• [TASK PROMPT]:
Return all lines from the listing below in which the string "compass" occurs.

• [GIVEN INFORMATION]:

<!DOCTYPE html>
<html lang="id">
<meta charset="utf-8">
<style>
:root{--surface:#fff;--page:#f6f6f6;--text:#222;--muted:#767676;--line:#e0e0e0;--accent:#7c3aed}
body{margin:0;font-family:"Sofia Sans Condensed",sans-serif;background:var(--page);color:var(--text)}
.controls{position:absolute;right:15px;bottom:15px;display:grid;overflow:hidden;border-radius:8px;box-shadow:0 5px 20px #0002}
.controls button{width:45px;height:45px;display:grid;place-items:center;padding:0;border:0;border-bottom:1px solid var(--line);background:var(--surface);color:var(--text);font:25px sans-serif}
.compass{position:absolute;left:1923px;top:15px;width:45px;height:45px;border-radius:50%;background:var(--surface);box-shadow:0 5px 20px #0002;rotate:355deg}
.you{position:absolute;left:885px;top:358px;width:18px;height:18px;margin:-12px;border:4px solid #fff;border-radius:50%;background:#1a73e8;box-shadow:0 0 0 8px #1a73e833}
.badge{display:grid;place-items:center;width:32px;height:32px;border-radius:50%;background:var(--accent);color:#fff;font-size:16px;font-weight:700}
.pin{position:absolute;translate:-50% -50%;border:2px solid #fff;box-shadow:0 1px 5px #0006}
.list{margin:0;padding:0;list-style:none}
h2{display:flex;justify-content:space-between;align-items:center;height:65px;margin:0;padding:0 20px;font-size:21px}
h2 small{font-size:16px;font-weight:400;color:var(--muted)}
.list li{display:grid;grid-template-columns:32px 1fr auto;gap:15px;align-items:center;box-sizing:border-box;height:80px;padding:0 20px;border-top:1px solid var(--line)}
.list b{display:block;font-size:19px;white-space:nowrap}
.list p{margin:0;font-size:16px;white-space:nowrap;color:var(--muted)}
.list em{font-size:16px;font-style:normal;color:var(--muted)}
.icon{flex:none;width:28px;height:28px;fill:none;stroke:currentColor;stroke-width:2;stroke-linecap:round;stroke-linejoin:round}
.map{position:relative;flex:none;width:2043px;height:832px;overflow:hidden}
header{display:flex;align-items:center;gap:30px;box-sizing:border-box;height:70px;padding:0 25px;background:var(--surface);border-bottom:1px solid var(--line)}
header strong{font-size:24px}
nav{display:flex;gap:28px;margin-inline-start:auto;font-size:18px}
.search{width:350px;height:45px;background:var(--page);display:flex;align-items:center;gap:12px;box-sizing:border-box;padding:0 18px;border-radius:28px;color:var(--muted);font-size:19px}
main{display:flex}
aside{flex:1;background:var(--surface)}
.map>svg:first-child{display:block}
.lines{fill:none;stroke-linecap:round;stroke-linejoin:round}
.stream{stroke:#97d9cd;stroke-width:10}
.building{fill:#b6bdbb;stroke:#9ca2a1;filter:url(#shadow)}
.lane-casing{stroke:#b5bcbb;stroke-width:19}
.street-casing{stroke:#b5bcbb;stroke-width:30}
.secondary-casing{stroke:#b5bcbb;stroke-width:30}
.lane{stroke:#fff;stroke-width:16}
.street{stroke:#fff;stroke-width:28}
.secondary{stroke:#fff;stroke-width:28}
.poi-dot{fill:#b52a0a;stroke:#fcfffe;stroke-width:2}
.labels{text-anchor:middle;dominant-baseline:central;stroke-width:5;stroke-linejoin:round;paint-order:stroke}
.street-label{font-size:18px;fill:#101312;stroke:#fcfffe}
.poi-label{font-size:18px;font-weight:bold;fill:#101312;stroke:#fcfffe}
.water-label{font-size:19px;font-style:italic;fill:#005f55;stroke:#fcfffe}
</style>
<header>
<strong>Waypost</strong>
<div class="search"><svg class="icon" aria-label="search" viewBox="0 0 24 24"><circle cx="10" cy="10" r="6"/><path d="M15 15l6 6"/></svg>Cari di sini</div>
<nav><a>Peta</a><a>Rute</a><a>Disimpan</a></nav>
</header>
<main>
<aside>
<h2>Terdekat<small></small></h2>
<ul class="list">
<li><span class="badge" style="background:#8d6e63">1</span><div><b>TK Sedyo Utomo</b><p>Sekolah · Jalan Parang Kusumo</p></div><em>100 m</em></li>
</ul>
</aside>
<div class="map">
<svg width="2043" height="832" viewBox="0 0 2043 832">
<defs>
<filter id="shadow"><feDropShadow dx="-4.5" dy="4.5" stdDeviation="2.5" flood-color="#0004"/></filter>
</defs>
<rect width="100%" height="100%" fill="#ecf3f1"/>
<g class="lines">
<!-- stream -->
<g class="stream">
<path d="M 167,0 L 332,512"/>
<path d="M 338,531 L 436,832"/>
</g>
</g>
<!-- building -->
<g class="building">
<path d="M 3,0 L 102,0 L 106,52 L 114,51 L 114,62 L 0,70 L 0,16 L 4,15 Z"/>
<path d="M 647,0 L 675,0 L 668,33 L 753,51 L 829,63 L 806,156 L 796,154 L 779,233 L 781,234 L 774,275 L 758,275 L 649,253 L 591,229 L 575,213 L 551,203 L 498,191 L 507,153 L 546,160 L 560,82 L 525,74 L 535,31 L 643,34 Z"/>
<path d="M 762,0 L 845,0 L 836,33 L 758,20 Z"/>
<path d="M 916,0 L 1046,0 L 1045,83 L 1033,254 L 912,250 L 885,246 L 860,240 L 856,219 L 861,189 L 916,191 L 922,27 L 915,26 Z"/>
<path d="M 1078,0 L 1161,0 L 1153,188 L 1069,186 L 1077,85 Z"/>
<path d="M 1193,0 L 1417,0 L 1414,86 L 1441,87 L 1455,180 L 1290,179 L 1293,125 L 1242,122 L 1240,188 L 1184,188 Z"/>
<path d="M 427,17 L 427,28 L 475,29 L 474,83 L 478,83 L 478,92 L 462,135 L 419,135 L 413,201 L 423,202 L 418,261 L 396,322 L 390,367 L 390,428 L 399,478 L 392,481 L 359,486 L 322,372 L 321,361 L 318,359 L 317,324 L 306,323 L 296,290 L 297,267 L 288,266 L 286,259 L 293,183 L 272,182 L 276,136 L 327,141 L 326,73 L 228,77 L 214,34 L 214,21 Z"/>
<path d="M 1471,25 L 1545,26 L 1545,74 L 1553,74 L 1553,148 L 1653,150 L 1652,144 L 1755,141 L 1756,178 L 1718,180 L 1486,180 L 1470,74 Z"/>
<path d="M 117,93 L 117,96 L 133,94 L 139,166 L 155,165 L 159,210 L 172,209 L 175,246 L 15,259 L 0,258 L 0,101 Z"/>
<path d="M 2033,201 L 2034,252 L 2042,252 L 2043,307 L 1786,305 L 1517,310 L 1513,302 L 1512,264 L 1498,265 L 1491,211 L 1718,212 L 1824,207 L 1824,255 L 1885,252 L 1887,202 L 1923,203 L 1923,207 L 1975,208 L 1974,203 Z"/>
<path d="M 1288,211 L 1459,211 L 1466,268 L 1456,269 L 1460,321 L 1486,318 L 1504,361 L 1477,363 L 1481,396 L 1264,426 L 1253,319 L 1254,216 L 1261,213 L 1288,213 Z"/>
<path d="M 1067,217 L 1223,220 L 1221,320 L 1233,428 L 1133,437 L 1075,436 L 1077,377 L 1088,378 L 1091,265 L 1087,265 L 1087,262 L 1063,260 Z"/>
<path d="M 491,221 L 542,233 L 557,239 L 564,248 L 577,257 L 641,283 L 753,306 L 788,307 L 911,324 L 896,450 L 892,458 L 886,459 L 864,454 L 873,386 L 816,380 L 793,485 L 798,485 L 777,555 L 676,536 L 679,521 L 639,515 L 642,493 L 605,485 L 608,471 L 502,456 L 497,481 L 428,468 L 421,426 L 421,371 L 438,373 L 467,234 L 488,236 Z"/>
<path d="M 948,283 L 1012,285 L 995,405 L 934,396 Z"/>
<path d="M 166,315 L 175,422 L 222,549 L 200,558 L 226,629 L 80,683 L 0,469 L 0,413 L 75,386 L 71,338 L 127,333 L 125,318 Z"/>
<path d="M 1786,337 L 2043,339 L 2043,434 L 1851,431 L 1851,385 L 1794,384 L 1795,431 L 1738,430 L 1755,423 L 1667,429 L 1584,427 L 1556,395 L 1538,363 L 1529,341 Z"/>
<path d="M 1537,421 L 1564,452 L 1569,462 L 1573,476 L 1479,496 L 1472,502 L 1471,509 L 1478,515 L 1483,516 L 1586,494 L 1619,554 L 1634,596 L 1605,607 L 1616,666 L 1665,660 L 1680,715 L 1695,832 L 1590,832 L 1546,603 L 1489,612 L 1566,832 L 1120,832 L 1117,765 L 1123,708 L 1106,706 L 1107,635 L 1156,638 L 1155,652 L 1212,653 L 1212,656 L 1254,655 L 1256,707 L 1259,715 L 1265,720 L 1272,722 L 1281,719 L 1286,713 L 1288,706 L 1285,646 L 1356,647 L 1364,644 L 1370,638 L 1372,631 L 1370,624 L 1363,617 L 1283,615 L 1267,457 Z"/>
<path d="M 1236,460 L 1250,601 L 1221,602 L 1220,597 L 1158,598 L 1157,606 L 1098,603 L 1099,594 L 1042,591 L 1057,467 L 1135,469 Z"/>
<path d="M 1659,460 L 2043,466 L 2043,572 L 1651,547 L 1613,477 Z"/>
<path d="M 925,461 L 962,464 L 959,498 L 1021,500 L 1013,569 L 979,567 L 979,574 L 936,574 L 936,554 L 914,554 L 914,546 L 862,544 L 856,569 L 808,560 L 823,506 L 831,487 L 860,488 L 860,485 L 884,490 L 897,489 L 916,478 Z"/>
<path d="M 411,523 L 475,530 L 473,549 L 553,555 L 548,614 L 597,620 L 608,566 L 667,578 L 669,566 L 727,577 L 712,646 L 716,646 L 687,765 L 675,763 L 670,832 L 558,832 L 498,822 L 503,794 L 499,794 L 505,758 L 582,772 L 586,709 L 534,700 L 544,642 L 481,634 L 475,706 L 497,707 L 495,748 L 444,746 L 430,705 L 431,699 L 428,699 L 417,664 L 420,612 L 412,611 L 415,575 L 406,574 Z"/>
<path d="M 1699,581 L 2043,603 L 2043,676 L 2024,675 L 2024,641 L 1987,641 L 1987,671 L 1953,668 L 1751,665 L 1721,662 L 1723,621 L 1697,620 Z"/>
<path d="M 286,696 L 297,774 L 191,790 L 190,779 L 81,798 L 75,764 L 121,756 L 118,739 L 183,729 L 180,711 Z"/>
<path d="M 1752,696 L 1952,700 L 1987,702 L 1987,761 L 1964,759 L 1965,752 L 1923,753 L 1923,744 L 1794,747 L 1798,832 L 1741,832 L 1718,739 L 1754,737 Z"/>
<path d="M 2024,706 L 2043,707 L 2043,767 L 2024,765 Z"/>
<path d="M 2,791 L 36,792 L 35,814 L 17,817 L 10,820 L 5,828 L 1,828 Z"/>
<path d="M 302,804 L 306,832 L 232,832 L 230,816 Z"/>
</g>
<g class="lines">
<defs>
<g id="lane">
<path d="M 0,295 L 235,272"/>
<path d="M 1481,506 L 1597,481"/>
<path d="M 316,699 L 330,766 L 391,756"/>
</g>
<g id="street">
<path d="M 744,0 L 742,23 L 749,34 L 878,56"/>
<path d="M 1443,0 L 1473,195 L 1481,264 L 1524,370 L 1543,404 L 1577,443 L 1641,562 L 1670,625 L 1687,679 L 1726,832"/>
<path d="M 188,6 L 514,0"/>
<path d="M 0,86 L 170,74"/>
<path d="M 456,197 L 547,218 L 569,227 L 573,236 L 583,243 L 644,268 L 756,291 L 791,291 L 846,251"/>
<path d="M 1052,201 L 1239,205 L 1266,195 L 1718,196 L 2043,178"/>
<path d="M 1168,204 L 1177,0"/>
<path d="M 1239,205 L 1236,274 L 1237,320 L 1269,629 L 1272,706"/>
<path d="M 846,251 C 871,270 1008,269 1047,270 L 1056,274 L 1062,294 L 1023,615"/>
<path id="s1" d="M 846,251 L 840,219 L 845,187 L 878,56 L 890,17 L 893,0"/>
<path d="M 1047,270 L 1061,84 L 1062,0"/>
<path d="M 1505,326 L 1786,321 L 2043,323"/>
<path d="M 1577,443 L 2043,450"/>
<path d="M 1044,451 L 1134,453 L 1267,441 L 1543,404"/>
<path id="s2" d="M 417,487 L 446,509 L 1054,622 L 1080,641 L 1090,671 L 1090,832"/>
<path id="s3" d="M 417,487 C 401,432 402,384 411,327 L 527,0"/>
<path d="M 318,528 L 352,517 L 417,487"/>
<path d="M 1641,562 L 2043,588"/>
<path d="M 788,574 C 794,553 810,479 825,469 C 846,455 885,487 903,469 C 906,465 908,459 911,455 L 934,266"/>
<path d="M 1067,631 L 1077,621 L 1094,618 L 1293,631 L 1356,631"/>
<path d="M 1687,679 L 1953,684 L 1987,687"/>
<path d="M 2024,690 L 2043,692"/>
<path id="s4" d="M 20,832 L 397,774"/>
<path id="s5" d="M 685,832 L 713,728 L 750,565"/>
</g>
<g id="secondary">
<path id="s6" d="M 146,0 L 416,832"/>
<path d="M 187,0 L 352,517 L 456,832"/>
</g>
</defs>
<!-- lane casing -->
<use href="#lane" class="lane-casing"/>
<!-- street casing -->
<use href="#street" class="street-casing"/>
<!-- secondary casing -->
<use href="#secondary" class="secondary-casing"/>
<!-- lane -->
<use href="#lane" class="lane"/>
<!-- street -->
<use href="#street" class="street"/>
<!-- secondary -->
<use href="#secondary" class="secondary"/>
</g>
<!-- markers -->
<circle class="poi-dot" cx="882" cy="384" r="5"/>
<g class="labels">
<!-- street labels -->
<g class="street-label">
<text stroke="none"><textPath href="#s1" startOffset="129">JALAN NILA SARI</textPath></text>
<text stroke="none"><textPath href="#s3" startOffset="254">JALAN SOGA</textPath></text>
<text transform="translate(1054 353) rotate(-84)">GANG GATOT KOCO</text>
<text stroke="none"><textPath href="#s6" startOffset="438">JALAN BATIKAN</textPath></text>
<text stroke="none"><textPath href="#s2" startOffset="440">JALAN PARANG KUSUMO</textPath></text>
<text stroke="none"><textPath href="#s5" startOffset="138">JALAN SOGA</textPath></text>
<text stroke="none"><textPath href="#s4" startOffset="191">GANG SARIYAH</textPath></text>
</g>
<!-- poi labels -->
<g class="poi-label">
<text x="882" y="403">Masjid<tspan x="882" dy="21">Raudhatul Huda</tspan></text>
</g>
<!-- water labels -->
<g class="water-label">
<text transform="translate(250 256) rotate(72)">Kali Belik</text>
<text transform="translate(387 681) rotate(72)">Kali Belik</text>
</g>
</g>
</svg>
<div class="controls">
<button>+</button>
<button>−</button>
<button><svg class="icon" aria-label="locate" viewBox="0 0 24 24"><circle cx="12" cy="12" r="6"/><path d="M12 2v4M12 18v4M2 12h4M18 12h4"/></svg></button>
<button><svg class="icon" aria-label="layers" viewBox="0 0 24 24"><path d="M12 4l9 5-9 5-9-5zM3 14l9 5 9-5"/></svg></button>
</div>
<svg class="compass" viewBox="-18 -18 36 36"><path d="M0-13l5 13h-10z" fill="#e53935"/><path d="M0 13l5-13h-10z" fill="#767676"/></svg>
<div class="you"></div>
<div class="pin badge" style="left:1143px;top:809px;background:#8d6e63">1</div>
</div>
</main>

* * *

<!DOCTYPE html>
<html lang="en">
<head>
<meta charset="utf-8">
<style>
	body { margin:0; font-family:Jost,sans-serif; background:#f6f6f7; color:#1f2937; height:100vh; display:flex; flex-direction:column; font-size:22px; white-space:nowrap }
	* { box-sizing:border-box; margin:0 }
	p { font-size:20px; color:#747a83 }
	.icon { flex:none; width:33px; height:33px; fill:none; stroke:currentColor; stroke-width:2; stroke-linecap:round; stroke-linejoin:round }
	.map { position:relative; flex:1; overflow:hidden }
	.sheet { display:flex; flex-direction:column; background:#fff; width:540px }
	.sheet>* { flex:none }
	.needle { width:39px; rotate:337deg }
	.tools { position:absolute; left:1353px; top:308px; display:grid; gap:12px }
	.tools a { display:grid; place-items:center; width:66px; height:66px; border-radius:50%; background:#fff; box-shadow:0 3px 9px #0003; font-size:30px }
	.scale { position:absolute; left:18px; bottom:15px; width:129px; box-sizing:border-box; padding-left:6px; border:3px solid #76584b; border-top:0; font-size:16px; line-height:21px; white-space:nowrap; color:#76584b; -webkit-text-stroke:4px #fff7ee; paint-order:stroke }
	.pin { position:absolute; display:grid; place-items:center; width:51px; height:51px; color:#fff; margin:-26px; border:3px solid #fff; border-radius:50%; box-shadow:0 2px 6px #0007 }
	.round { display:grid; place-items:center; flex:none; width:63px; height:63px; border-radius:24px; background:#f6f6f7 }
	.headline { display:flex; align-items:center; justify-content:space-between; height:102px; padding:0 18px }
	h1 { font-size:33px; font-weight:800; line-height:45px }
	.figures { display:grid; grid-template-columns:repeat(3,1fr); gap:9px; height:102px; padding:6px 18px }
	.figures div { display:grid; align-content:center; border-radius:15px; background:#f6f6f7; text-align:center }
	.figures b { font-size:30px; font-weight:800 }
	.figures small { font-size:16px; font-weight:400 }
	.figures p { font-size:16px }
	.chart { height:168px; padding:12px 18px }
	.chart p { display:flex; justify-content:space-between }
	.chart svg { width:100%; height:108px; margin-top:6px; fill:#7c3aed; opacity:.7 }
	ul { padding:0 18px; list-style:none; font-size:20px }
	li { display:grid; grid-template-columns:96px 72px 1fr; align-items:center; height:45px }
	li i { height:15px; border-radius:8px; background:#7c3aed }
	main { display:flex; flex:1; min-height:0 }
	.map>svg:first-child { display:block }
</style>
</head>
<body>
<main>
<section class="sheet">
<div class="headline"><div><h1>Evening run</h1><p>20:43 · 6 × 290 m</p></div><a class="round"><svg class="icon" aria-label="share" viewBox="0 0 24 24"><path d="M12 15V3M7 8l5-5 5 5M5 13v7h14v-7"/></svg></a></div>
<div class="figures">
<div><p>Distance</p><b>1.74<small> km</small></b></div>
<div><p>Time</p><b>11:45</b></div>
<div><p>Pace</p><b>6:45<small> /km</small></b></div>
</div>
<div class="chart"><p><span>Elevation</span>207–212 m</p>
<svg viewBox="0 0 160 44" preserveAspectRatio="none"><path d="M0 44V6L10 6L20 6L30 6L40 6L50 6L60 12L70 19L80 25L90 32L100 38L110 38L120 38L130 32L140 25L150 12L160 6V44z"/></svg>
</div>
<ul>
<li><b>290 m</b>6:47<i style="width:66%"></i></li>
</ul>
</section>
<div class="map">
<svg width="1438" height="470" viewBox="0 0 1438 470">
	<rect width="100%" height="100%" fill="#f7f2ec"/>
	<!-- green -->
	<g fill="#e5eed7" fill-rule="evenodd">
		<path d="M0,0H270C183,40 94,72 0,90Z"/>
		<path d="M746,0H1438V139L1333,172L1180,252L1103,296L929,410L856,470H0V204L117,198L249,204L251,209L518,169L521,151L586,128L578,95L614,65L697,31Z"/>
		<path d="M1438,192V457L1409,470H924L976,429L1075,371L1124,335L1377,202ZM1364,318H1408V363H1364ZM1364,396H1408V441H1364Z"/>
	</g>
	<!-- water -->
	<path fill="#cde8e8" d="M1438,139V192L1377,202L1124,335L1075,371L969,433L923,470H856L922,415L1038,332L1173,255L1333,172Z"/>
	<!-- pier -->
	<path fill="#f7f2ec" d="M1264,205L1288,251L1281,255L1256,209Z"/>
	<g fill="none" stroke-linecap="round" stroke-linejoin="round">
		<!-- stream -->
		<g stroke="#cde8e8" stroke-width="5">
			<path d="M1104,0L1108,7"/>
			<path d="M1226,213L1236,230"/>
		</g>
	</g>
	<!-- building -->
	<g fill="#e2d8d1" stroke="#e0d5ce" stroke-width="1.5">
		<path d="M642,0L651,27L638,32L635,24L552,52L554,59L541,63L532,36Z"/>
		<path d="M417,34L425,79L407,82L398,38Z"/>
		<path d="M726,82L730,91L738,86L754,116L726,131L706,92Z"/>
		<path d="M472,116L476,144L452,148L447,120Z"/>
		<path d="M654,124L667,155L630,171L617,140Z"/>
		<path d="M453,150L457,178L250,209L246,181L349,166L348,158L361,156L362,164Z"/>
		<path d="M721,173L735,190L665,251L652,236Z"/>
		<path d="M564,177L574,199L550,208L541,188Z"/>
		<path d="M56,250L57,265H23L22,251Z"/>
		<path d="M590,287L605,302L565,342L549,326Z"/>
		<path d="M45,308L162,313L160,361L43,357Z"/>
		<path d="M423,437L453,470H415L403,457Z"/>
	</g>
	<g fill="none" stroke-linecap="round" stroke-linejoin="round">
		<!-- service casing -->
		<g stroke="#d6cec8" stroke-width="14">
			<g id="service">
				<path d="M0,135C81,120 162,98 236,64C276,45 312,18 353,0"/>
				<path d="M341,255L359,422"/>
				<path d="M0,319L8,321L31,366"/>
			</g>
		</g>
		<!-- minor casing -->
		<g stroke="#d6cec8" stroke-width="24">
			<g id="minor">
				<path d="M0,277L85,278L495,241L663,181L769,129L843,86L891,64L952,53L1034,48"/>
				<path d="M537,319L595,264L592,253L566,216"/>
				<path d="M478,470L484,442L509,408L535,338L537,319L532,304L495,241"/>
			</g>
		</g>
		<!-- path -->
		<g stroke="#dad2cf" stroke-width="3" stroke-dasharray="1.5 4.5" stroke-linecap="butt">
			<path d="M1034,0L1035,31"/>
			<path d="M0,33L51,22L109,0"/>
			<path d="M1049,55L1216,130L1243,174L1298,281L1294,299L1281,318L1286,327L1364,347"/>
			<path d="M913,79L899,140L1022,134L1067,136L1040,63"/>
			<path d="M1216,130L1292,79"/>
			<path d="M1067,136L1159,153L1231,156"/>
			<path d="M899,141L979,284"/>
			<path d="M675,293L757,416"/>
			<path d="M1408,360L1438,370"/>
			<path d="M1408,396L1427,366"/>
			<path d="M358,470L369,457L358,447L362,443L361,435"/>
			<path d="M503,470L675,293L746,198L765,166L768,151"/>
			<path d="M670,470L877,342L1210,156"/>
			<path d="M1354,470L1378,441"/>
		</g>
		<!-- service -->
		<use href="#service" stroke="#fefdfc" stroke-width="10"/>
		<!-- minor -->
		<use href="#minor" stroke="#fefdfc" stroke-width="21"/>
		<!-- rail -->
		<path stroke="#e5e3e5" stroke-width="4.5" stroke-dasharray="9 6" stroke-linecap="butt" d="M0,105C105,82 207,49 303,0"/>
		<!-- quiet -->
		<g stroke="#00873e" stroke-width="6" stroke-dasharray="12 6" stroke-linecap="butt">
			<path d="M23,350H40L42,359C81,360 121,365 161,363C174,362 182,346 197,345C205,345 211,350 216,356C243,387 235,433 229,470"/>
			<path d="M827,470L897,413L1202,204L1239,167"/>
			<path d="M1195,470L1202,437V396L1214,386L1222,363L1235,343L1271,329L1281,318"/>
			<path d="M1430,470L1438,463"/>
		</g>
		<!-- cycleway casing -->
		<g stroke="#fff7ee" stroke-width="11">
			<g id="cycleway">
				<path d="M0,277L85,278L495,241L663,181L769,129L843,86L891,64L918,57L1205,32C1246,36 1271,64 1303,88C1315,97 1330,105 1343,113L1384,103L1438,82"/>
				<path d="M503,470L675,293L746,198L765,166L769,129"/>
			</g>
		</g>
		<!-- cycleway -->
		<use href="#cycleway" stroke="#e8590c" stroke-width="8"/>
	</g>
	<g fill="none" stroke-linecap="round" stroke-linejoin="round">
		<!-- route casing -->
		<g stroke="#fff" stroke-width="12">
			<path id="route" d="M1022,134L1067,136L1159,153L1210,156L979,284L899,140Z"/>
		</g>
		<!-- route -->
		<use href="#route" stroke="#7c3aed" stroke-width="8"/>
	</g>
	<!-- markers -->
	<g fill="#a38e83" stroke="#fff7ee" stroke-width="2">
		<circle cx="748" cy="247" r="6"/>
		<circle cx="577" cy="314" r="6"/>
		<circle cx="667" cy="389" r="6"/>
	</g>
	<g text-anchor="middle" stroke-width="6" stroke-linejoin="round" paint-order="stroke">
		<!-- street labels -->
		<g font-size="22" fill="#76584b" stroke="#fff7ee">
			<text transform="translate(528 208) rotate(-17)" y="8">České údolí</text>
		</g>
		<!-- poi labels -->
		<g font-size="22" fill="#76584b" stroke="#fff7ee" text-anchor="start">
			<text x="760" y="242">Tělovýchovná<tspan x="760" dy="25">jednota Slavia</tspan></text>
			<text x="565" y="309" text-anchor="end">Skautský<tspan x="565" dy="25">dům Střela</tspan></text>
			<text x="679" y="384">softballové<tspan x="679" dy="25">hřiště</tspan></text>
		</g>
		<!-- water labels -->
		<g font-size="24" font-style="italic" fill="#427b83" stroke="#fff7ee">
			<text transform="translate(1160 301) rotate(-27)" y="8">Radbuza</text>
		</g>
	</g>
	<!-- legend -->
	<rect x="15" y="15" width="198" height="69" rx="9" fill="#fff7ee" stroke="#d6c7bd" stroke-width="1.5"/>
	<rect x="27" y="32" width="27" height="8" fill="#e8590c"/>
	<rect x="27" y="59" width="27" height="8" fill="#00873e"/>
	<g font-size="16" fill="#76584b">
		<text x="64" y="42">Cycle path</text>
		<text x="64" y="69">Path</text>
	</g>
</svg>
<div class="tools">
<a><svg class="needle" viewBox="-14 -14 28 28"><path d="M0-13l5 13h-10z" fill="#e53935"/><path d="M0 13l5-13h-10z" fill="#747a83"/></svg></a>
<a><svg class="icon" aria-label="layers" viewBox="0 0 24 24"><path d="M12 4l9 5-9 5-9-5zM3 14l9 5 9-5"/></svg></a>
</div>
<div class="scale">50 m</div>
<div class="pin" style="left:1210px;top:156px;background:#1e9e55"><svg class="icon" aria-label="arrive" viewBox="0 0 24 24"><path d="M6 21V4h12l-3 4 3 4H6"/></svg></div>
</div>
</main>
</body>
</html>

• [OUTPUT FOR THIS TASK]:
.compass{position:absolute;left:1923px;top:15px;width:45px;height:45px;border-radius:50%;background:var(--surface);box-shadow:0 5px 20px #0002;rotate:355deg}
<svg class="compass" viewBox="-18 -18 36 36"><path d="M0-13l5 13h-10z" fill="#e53935"/><path d="M0 13l5-13h-10z" fill="#767676"/></svg>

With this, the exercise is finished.